Synthetic Data. We utilize the dataset from [12,13]. This dataset comprises ${\sim}13\;{\rm K}$ samples of synthetic experiments. Each sample is associated with a geometry, a single polarization (vertical or horizontal), and material properties. By pairing the polarizations, we formed ${\sim}6.5\;{\rm K}$ experiments comprising the quadruplets $({s_1},{s_2},c,g) \in X$, where $c \in [1,3]$ represents the host material.

The geometries are composed of different combinations of edges. All three data parts, geometry, spectrum, and material properties, are represented as vectors. Specifically, for the geometries, an eight-dimensional encoding is used. Five dimensions encode the presence of each one of the five edges of the H shape (binary values). Two dimensions encode the size of (1) the outer edges (which share the same size) and (2) the inner edge. The last dimension represents the angle between the top left outer edge with the inner edge (angles are between 0° and 90°). In our work, we transform the parametrized shapes into 2D binary images. The transformed dataset will be made completely public.

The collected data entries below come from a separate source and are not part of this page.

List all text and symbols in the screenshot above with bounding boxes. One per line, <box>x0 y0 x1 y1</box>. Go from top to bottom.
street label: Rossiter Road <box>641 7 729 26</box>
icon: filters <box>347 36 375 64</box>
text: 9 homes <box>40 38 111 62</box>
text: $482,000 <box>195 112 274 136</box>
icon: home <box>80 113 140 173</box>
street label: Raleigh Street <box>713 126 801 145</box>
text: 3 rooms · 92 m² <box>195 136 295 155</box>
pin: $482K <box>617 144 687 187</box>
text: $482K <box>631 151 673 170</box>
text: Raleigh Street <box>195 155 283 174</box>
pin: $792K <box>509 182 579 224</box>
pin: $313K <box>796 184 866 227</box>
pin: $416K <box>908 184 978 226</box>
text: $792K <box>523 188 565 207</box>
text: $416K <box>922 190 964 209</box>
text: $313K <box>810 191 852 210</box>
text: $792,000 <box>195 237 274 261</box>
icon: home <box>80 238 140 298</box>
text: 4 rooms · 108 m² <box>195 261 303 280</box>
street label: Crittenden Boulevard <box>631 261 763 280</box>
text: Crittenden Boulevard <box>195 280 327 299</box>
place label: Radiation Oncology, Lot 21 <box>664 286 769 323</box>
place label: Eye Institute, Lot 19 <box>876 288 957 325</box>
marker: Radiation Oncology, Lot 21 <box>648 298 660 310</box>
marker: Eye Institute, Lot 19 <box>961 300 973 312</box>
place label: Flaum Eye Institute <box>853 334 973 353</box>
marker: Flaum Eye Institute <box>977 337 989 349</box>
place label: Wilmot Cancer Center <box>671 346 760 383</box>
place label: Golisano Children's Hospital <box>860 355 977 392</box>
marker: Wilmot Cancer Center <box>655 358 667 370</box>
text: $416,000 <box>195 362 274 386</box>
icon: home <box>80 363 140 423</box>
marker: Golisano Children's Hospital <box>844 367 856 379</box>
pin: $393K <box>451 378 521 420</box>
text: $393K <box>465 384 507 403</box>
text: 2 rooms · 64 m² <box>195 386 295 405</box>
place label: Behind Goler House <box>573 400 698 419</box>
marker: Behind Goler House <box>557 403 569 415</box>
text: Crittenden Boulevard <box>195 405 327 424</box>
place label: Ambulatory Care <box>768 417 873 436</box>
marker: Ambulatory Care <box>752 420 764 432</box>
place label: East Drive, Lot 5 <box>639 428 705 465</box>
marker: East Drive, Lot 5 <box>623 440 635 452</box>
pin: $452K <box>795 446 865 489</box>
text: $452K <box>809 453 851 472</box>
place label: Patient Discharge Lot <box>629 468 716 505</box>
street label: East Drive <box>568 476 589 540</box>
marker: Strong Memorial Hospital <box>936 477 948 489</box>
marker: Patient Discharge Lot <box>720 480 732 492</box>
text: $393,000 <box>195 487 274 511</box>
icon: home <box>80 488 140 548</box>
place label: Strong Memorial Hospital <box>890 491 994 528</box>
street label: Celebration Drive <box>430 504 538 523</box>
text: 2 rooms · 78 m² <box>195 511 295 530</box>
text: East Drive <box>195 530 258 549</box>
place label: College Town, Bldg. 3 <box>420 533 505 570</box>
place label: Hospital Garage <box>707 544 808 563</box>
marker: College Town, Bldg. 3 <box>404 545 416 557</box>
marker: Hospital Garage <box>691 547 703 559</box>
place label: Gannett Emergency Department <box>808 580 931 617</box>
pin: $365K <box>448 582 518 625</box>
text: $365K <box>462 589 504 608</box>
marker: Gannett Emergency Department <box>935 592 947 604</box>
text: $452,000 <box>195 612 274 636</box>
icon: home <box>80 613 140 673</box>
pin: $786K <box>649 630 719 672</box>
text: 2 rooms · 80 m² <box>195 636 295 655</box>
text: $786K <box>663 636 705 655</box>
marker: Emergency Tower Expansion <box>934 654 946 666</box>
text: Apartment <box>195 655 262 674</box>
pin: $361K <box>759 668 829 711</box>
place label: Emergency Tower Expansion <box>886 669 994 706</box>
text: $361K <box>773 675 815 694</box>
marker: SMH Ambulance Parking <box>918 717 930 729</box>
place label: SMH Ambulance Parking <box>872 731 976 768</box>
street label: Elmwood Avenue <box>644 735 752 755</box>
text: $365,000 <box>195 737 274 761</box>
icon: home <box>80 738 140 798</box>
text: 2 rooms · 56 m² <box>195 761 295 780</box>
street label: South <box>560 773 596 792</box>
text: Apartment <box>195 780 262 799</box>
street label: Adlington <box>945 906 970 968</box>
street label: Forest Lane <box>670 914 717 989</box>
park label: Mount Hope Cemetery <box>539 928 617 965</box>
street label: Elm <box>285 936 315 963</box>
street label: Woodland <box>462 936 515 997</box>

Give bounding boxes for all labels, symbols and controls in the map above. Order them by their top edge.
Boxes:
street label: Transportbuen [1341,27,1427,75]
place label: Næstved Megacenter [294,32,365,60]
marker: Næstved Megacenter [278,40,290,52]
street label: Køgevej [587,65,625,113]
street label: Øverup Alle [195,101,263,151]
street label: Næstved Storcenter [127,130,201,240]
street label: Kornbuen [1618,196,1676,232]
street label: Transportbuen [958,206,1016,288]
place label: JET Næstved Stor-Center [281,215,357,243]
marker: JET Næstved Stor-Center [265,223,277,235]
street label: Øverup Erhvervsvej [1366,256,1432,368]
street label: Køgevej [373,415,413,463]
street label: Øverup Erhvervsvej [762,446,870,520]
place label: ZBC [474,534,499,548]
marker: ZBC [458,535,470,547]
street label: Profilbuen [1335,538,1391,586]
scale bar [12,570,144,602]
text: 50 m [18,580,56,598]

To study the ability of spectra2pix to generalize to the second category, we split the above dataset into train, test, and validation sets, leaving a complete subset of a specific shape to the test set. In other words, instead of employing a random split, we utilize a leave-one-shape-out strategy, where the train and validation sets contain all shapes but one. All the samples of the left-out shape are assigned to the test set.

Numerical Results. In our experiments, we chose three different leave-one-shape-out splits. The first split utilizes a test set containing all the geometries of the shape ${\rm L}$ and their variants (resulting in 779 test samples). The second leave-one-out split leaves all ${\rm h}$ shapes to the test set (879 test samples), and the third leaves all ${\rm H}$ shapes (623 test samples). Notably, each test set includes different edge sizes for the inner edge and outer edges, along with a variable angle for the outer top left edge.

The train and validation sets for each leave-one-out split contain all the rest of the samples. The split between the train and validation sets is random, where the validation set size is ${\sim}5\%$ of the size of the entire dataset. We train the spectra2pix network for 1M training steps, with a batch size of 64. The Adam optimizer is used with a learning rate of ${10^{- 5}}$.

We report quantitative results for the spectra2pix model after transforming the output images to binary values (with a standard rounding operation) and compare it with multiple baselines utilizing the inverse network architecture taken from [12,13]. Each baseline was trained on one of the above leave-one-shape-out datasets. The baseline models, denoted by baseline-L/h/H, are used to compare spectra2pix with a parametric model trained and tested on the same task of cross-category generalization.

For completeness and to further assess our proposed model’s performance as well as the complexity of the cross-category generalization tasks, we train and evaluate additional spectra2pix and baseline models on a random split. These models, denoted by spectra2pix-all and baseline-all, are trained with all the different shapes in the dataset and evaluated for a standard within-category generalization task.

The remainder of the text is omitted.